• _Goal of the exercise_:
Only the pictures are to be dropped; return all other data below exactly.

• _Supplied information_:
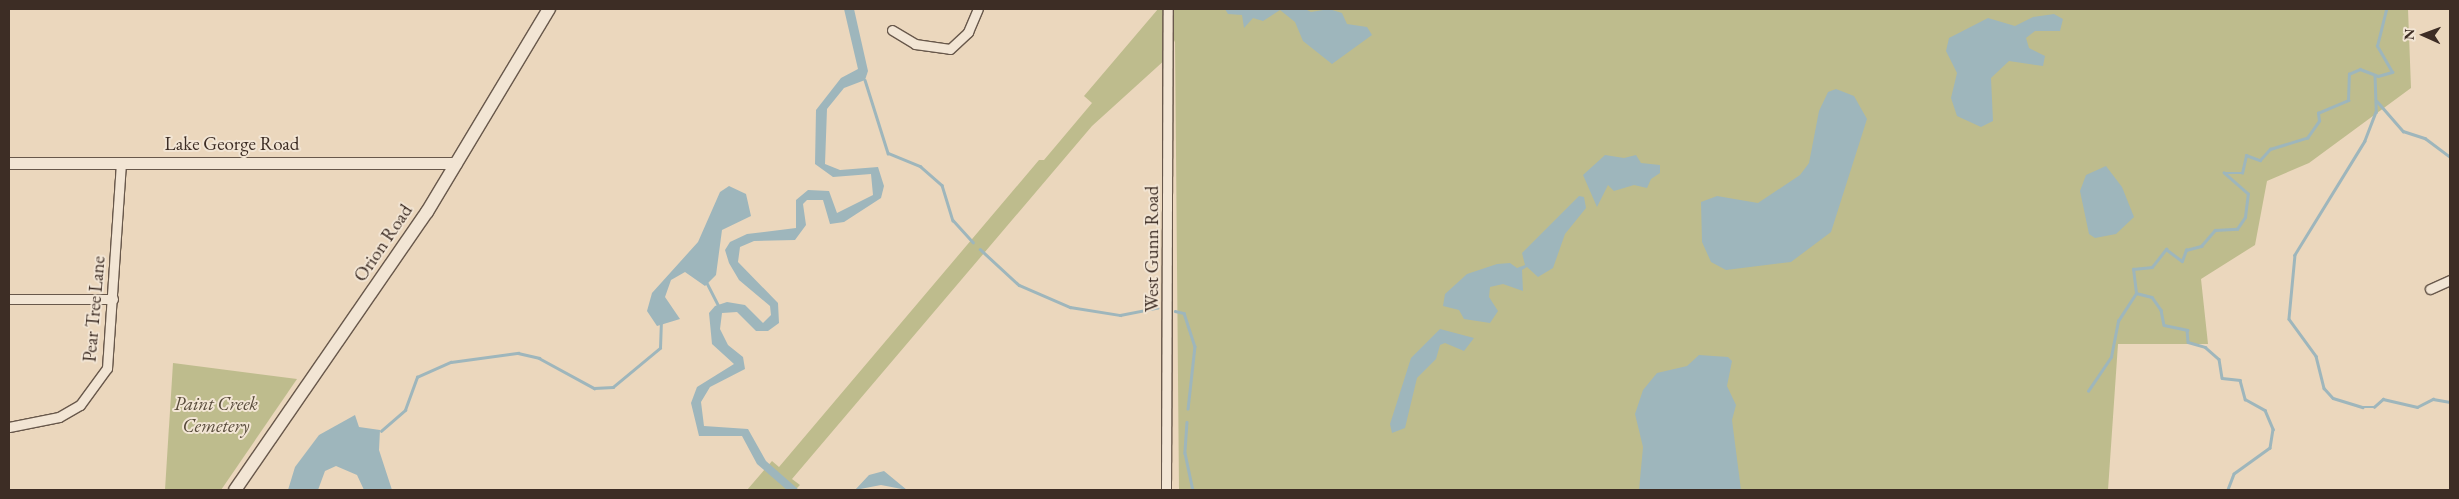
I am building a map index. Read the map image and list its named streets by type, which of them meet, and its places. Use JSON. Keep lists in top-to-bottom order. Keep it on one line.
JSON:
{"streets":{"main road":["Orion Road"],"street":["Lake George Road","West Gunn Road","Pear Tree Lane"]},"crossings":[["Lake George Road","Orion Road"],["Lake George Road","Pear Tree Lane"]],"parks":["Paint Creek Cemetery"],"north":"left"}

• _Result for this exercise_:
I am building a map index. Read the map image and list its named streets by type, which of them meet, and its places. Use JSON. Keep lists in top-to-bottom order. Keep it on one line.
JSON:
{"streets":{"main road":["Orion Road"],"street":["Lake George Road","West Gunn Road","Pear Tree Lane"]},"crossings":[["Lake George Road","Orion Road"],["Lake George Road","Pear Tree Lane"]],"parks":["Paint Creek Cemetery"],"north":"left"}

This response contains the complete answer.